Jørgen E. Larsen

Personal information
- Full name: Jørgen Erik Larsen
- Date of birth: 25 July 1945
- Place of birth: Herfølge, Denmark
- Date of death: 7 February 2020 (aged 74)
- Place of death: Herfølge, Denmark

Senior career*
- Years: Team / Apps / (Gls)
- Herfølge Boldklub / 197

Managerial career
- 1987–1990: Herfølge Boldklub
- 1993–1994: Ghana
- 1994–1995: Al-Rayyan SC
- 1995: Qatar (youth)
- 1995–1996: Qatar
- 1997–1998: Pahang FA
- 1999–2000: Al-Rayyan SC
- 2001: Al-Shaab
- 2001–2003: Kedah FA
- 2004–2005: Al-Rayyan SC
- 2006: Brønshøj BK
- 2006–2007: Amager United
- 2007–2008: Tårnby BK

= Jørgen E. Larsen =

Danish footballer and coach (1945–2020)

Jørgen Erik Larsen (25 July 1945 – 7 February 2020) was a Danish football coach and player.
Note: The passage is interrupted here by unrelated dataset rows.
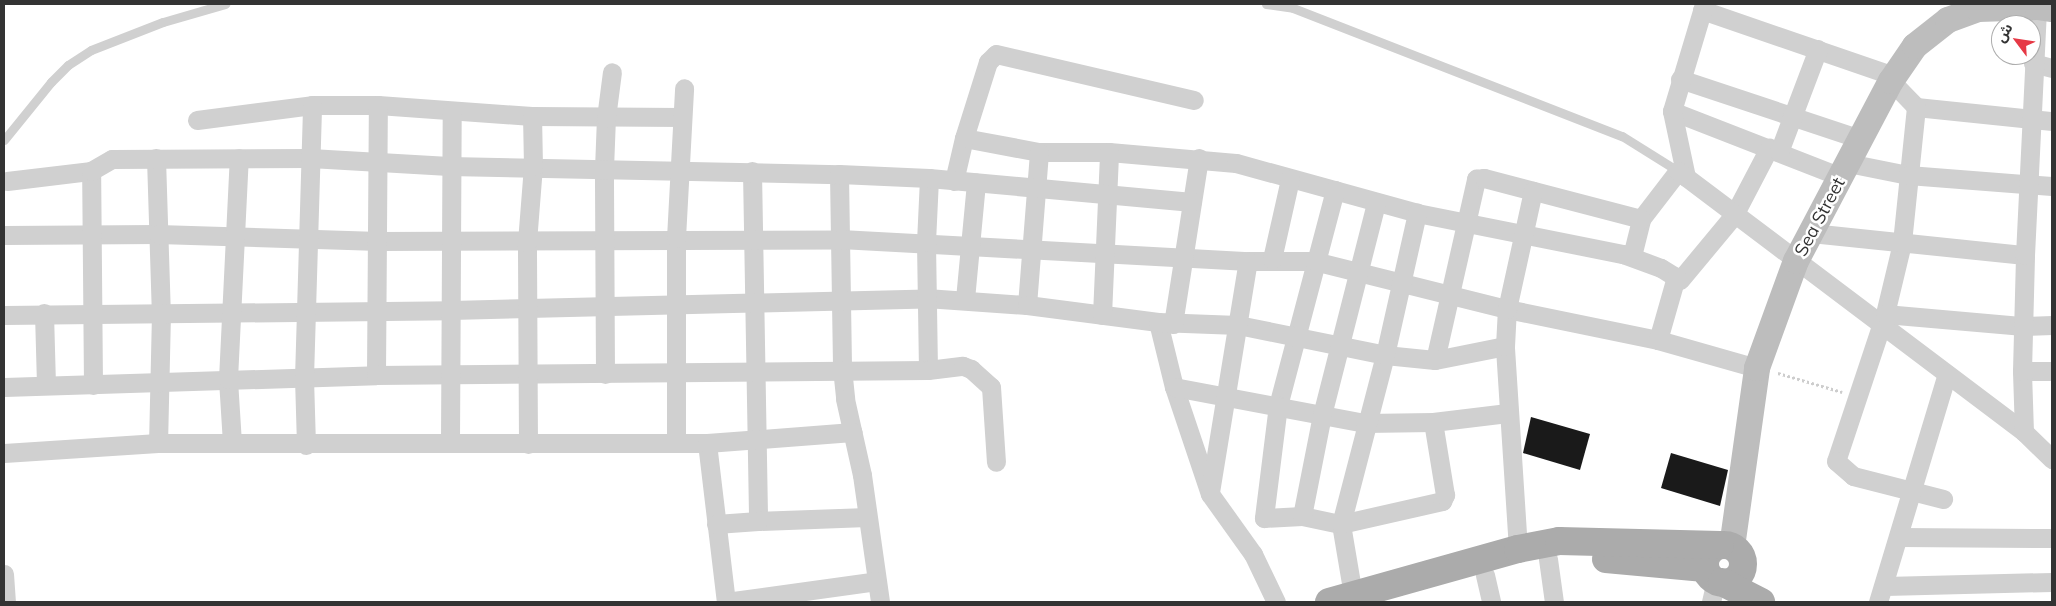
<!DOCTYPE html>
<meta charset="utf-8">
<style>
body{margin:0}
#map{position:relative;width:2056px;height:606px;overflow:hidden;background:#fff;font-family:Mulish,"Noto Sans Arabic",sans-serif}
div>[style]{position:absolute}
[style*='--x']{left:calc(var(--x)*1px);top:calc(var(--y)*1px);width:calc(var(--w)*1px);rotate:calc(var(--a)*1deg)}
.building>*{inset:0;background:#1a1a1a}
.path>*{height:2.5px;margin-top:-1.25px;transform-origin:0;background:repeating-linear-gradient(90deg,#cdcdcd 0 2.5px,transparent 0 5px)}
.lane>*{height:9px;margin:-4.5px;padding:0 4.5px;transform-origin:4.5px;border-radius:4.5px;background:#d0d0d0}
.street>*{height:19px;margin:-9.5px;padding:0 9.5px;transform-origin:9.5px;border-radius:9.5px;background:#d0d0d0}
.secondary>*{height:26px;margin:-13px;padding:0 13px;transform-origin:13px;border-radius:13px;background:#bdbdbd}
.primary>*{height:28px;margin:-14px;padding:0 14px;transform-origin:14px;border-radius:14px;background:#ababab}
.primary>.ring{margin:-14px;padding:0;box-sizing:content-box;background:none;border:28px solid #ababab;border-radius:50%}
span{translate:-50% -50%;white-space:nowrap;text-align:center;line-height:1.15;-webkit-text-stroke:5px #fff;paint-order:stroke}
.street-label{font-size:18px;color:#333}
.frame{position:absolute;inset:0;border:5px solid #333;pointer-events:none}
.north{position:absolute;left:1991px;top:15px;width:50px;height:50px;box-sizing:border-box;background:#fff;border:1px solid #adadad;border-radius:50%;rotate:301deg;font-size:14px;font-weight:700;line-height:20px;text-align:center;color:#333}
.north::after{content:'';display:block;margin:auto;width:18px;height:22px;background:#e63946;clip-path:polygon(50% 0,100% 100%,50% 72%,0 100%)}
</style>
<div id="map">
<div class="building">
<i style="clip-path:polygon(1531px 417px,1590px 434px,1580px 470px,1523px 453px)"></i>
<i style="clip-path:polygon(1671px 453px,1728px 470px,1720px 506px,1661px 488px)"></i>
</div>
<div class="path">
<i style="--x:1778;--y:373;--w:67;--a:16.5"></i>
</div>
<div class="lane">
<i style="--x:1266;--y:4;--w:27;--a:8"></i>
<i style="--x:1293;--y:8;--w:353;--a:21.3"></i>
<i style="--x:1622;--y:136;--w:66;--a:32"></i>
<i style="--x:4;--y:140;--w:75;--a:-51"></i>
<i style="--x:51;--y:82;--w:24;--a:-45"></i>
<i style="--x:68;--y:65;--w:27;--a:-33"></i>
<i style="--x:91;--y:50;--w:77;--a:-21.3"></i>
<i style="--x:163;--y:22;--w:65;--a:-16.2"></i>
</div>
<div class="street">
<i style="--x:1702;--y:10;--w:203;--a:19"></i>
<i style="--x:2033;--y:63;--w:20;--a:15"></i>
<i style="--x:1680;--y:79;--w:190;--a:18.4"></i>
<i style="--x:1891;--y:81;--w:36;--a:46"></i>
<i style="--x:1916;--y:107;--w:137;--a:5.9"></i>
<i style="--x:1916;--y:107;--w:137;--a:95.9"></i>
<i style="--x:1902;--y:243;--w:73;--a:103.5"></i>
<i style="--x:1885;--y:314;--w:155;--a:108.4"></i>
<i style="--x:1836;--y:461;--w:23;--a:41"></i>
<i style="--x:1853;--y:476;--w:93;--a:14.3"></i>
<i style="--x:1672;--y:111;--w:181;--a:21.3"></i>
<i style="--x:197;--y:120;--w:116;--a:-7.4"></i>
<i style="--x:312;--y:105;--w:66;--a:0"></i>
<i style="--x:378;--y:105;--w:154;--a:4.1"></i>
<i style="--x:532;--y:116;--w:150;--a:0.4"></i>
<i style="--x:964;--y:138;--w:76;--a:10.6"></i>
<i style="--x:1039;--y:152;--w:70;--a:0"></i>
<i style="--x:1109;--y:152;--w:127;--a:5"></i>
<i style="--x:1236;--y:163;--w:188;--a:15.4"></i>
<i style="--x:1417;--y:213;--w:210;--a:11.3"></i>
<i style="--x:1623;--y:254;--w:40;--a:20.2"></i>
<i style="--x:1661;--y:268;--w:22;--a:32"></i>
<i style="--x:1680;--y:280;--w:85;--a:-50.3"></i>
<i style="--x:1734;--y:215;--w:76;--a:-62.4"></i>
<i style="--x:1779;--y:152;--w:110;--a:-69.3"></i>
<i style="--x:156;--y:158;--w:155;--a:88.2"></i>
<i style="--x:161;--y:313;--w:130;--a:91.3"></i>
<i style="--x:1848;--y:163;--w:61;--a:11.3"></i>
<i style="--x:1908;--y:175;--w:144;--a:4.4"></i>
<i style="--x:752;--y:171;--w:350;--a:89"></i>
<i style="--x:758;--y:521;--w:109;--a:-2.1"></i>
<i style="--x:839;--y:174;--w:194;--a:89.1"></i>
<i style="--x:842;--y:368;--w:31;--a:84"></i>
<i style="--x:845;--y:399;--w:78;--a:77.4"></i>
<i style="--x:862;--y:475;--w:128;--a:81.9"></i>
<i style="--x:1686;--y:177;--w:67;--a:-102"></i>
<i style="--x:1672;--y:111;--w:112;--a:-73.3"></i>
<i style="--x:7;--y:181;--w:85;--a:-6.8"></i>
<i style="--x:954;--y:181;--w:44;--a:-76.9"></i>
<i style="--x:964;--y:138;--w:80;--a:-72.5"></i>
<i style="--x:988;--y:62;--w:11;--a:-45"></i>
<i style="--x:996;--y:54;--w:203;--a:13.1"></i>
<i style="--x:1335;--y:190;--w:222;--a:104.8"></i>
<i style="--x:1278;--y:405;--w:114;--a:97.1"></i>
<i style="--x:1264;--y:518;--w:38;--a:-3"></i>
<i style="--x:1302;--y:516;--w:40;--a:12"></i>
<i style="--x:1341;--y:524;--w:104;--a:-12.8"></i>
<i style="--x:1442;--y:501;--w:7;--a:-63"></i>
<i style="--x:1445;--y:495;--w:74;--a:-99.3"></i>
<i style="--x:1811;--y:233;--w:215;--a:5.9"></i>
<i style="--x:4;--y:235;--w:154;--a:-0.4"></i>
<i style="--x:158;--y:234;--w:221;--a:1.8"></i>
<i style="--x:379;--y:241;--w:461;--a:-0.2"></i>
<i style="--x:840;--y:239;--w:409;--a:3.1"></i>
<i style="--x:1248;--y:261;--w:66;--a:0"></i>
<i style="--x:1314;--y:261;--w:199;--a:14"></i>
<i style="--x:1507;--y:309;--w:154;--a:11.6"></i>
<i style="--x:1658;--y:340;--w:103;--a:15.8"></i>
<i style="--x:1632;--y:256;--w:38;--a:-76"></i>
<i style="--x:1641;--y:219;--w:61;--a:-52.4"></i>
<i style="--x:1678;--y:171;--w:433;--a:37"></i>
<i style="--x:2024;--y:432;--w:39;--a:44"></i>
<i style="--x:1272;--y:259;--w:82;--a:-77.3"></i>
<i style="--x:965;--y:299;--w:117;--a:-84.6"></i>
<i style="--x:1027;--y:305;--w:153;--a:-85.5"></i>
<i style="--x:44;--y:313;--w:71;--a:88.4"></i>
<i style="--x:1885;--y:314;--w:139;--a:5"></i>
<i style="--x:2023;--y:326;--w:29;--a:-2"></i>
<i style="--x:4;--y:315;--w:447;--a:-0.6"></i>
<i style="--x:451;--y:310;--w:475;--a:-1.4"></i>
<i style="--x:926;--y:298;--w:101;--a:4"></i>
<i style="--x:1027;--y:305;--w:132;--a:7.4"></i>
<i style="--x:1158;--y:322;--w:67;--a:76.2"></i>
<i style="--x:1174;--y:387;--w:113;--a:71.4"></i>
<i style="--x:1210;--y:494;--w:74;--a:54.4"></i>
<i style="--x:1253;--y:554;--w:53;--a:64.4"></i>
<i style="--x:1102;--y:315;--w:163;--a:-87.5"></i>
<i style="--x:1158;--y:322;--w:80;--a:2.1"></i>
<i style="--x:1238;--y:325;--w:150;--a:11.5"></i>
<i style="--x:1385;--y:355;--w:50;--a:5.7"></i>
<i style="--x:1435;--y:360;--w:186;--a:-77.2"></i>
<i style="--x:1476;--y:179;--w:8;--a:-7"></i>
<i style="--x:1484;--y:178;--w:162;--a:14.6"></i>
<i style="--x:1173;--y:324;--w:168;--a:-81.1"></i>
<i style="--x:1658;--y:340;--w:66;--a:-74.1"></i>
<i style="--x:1435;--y:360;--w:71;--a:-11.3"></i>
<i style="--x:928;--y:370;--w:128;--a:-90.9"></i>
<i style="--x:926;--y:242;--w:64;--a:-87.3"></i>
<i style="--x:2022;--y:371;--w:30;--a:0"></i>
<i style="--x:605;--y:374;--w:205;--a:-90.3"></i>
<i style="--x:604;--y:169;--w:51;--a:-87.8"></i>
<i style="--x:606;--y:118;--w:46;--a:-82.6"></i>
<i style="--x:376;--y:375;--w:270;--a:-89.6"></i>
<i style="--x:93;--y:385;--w:214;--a:-90.5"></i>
<i style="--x:91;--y:171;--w:24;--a:-30"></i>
<i style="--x:112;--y:159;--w:198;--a:-0.3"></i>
<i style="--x:310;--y:158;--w:139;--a:3.3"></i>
<i style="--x:449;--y:166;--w:390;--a:1.2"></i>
<i style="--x:839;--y:174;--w:90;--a:2.5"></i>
<i style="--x:929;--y:178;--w:264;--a:5.2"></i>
<i style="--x:4;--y:387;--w:372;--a:-1.8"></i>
<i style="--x:376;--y:375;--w:552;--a:-0.52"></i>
<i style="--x:928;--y:370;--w:35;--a:-7"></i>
<i style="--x:963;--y:366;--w:9;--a:21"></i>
<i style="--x:971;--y:369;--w:27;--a:42"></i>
<i style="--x:991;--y:387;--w:75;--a:86.2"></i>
<i style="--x:1174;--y:387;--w:194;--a:10.7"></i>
<i style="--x:1365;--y:423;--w:68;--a:-0.8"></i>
<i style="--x:1433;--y:422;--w:75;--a:-6.9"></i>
<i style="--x:2024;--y:432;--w:61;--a:-91.9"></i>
<i style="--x:2022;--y:371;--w:116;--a:-88.5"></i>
<i style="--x:2025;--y:255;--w:248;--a:-87.2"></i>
<i style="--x:450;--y:441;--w:330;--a:-89.7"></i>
<i style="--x:232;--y:443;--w:64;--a:-93.6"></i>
<i style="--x:228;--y:379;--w:221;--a:-87.2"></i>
<i style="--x:676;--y:443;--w:205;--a:-90"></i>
<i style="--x:676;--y:238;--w:150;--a:-86.9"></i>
<i style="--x:707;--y:443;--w:160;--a:83.2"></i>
<i style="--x:528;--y:444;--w:202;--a:-90.3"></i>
<i style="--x:527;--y:242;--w:76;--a:-85.5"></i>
<i style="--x:533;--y:166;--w:50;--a:-91.1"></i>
<i style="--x:306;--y:445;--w:67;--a:-91.7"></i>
<i style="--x:304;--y:378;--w:273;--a:-88.3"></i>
<i style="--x:4;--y:453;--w:154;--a:-3.7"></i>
<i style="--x:158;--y:443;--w:549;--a:0"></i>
<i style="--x:707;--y:443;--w:146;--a:-4.3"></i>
<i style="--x:1210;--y:492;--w:234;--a:-80.7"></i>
<i style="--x:1302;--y:516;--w:103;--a:-78.8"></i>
<i style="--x:1322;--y:415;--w:219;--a:-75.7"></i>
<i style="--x:716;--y:524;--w:42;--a:-4.1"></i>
<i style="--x:1900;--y:537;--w:152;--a:0.4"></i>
<i style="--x:1518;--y:549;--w:203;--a:-93.7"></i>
<i style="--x:1505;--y:346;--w:37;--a:-87"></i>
<i style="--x:1507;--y:309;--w:121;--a:-77.6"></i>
<i style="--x:1548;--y:559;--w:43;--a:82.1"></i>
<i style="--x:4;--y:574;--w:28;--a:86"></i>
<i style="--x:1485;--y:575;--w:28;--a:77"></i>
<i style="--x:1885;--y:586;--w:167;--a:-1.4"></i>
<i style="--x:1353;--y:595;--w:72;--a:-99.6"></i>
<i style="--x:1341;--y:524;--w:175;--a:-75.4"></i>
<i style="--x:1385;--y:355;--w:146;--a:-77.3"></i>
<i style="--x:726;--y:602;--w:152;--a:-7.9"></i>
<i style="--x:1711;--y:602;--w:22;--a:-77"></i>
<i style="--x:1878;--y:602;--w:238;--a:-73.2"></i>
</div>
<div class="secondary">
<i style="--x:1732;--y:547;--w:181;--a:-82"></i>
<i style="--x:1757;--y:368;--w:114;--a:-70"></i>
<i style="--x:1796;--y:261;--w:204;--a:-62.2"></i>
<i style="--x:1891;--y:81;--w:42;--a:-55.6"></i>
<i style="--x:1915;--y:46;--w:42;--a:-38.2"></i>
<i style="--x:1948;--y:20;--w:32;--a:-20"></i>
<i style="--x:1978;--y:9;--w:59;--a:-1.9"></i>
<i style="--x:2037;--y:7;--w:15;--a:8"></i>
</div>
<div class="primary">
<i class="ring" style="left:1705px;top:545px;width:10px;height:10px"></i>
<i style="--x:1606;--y:559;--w:99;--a:5.2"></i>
<i style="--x:1722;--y:582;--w:44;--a:27.1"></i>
<i style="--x:1329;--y:602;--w:196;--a:-15.7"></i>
<i style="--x:1518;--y:549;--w:42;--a:-11"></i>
<i style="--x:1559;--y:541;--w:161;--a:1.4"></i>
</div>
<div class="street-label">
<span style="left:1820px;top:217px;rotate:-62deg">Sea Street</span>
</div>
<div class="frame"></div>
<div class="north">ش</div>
</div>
He spent most of his playing career at Herfølge Boldklub, playing 197 games for the club. In 1978, he was named sports director of Herfølge Boldklub and manager of the club in 1987. In 1993, he was named new coach of the Ghana national team, and later on he became the national team coach of Qatar. He was the manager of Qatari team Al-Rayyan SC, coaching Fernando Hierro, Mario Basler, and the brothers Frank and Ronald de Boer at the club. He was manager of Malaysian team Kedah FA, and attracted former Herfølge player Thomas Abel to the club in the summer of 2002. In November 2005, Larsen was signed as a manager of Brønshøj BK in the second-tier Danish 1st Division.